You *will* need to have read, or be confident that you already know the mathematics contained within [the provided notes](../Notes/Notes.pdf). If you haven't read them yet (and are not confident that your skillset includes the vector-chain rule and matrix algebra), then I suggest you speed-read Chapters 2, 3 and 4.

The final thing you need is a willingness to engage with some of the murkier, more difficult and mathematically complex components of the workshop: teasing out what these things *mean* is why you are here; so if something sticks out to you as something you don't understand, don't just let it wash over you -- please ask and we can discuss. 


## What if I get stuck?

The first port of call is always to ask me, one of my helpers, or simply someone near to you, for guidance. 

If there's a concept you just can't grasp during the day, I will point you to some resources that you can look at afterwards, and hopefully things will become clearer in retrospect. 

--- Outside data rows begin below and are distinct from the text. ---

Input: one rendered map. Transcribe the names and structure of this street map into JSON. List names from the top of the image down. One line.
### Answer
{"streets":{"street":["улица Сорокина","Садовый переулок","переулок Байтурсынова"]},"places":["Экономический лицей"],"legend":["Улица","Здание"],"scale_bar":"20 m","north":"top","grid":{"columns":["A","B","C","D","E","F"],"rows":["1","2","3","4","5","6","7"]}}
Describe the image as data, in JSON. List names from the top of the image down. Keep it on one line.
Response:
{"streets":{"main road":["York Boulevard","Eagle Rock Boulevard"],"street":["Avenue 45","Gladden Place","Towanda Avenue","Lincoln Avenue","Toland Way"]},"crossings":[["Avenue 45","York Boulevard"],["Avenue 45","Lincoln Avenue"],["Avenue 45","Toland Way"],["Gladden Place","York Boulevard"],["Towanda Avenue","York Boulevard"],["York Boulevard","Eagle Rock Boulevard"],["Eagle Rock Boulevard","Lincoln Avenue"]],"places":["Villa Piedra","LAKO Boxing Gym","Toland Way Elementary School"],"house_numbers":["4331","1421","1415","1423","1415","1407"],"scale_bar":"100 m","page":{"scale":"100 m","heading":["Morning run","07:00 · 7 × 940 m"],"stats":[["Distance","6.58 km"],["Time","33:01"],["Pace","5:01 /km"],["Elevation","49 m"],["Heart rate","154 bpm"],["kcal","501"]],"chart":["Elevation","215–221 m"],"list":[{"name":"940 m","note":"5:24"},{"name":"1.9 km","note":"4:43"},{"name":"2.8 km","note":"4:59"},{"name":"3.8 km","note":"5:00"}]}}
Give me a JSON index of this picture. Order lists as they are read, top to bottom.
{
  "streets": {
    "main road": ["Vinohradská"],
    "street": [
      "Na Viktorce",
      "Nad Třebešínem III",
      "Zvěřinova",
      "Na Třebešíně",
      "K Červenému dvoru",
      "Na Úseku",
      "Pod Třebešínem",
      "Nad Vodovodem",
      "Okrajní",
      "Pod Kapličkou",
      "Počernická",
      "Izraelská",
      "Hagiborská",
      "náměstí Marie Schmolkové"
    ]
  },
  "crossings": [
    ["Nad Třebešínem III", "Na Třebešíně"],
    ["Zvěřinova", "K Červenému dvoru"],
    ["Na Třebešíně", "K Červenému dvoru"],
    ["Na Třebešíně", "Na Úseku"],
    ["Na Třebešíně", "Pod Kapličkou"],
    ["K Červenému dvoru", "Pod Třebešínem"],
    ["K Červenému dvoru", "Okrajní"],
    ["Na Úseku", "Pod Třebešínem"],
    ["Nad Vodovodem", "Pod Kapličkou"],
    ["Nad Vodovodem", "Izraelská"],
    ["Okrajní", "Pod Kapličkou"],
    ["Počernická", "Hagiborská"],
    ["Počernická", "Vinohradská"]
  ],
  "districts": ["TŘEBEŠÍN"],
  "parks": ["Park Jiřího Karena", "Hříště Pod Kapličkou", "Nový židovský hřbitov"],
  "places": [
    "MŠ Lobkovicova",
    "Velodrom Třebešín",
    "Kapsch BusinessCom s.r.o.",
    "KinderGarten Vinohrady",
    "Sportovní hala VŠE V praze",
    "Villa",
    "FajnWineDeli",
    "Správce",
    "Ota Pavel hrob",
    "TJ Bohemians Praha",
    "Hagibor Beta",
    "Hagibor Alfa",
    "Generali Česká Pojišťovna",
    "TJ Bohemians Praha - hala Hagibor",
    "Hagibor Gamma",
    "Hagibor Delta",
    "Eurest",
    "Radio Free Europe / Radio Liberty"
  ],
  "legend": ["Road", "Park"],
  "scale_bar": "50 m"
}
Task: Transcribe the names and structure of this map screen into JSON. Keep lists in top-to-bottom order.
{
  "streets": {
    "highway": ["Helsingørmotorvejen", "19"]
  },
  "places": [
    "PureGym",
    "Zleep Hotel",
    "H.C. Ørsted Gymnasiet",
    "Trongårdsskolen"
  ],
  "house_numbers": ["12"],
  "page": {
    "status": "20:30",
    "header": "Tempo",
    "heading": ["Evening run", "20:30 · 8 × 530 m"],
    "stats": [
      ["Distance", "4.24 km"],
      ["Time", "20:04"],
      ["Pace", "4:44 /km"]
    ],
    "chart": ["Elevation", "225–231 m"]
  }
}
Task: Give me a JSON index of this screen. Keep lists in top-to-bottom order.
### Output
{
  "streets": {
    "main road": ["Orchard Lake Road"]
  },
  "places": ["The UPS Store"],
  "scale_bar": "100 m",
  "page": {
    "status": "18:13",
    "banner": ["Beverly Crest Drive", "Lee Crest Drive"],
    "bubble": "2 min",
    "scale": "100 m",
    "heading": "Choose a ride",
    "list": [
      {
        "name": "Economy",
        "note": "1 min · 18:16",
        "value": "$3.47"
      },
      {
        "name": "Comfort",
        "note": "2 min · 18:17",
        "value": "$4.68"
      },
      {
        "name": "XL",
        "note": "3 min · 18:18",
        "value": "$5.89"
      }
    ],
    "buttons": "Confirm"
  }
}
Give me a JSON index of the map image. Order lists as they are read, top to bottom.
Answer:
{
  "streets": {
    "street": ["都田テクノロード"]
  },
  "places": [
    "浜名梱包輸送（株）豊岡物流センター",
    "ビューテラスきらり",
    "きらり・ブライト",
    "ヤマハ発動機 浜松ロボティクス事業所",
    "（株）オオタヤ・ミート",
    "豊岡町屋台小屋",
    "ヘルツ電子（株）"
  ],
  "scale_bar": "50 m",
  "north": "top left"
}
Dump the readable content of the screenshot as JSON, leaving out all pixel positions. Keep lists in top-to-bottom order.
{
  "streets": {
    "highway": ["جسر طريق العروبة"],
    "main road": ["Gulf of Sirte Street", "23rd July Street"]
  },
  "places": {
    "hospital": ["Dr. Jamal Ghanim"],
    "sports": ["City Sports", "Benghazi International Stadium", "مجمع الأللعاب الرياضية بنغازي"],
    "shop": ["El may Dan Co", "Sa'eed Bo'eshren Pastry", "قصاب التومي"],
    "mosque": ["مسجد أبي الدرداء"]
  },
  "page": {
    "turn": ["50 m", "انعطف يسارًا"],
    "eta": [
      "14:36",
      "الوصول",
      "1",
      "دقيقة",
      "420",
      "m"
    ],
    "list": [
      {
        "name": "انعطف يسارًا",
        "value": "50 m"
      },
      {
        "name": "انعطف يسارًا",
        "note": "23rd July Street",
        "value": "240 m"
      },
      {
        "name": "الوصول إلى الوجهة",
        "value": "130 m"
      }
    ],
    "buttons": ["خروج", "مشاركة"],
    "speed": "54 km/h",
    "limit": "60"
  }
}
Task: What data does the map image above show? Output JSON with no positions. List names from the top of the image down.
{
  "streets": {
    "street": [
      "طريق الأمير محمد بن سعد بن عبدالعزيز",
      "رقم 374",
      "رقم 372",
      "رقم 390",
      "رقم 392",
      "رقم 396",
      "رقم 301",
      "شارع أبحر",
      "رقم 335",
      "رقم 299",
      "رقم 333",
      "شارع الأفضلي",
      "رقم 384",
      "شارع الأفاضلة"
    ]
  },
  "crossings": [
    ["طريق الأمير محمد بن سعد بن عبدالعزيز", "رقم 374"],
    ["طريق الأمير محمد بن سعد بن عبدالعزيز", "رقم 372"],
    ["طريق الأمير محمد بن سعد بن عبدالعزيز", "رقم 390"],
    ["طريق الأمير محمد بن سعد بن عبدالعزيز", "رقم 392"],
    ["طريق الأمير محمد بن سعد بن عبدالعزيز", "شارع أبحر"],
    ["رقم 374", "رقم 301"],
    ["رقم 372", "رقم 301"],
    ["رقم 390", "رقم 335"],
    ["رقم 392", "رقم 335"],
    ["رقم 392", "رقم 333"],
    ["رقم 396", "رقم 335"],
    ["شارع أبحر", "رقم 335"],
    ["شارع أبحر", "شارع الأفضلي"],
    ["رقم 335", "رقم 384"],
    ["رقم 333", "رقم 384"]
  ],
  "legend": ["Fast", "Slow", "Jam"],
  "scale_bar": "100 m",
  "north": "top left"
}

If you get stuck on one of the coding exercises, or cannot complete it before it is time to move on, you will find a [second notebook in this same directory](notebook_solved.ipynb). This notebook will have all of the coding exercises solved for you. That is not to say that it is 'correct', only that this notebook will be *functional*. If you get really, really, really stuck, you can start stealing code from that document. 

##### However

Whilst it is certainly possible (and permitted) for you to do this at any time, the entire purpose of this workshop is for you to come away with the satisfaction of having written your own learning networks from scratch. We are, by definition, reinventing the wheel here: everything we make will be orders of magnitude worse than pytorch or tensorflow; the principle is that **you learn best by doing it yourself**.

If you're going to use the 'cheat sheet', then try, first of all, to simply look at it to understand what it is doing, and then implement your own version. Don't directly copy whole chunks of code you don't understand, as that sort of defeats the point of today's efforts.


## Jack, Why is this Python Written Like Garbage?

That's a very good and very important question. **I am not a python developer**. As a member of the High Performance Algorithms group, I spend most of my time buried in C++ and C code. I have written this workshop assuming that, since the majority of existing ML products are pythonic, that python would be the most accessible language. There are often times where my python code is written like someone used to C-syntax, and blithely unaware to the beautiful, elegant, pythonic way of doing things.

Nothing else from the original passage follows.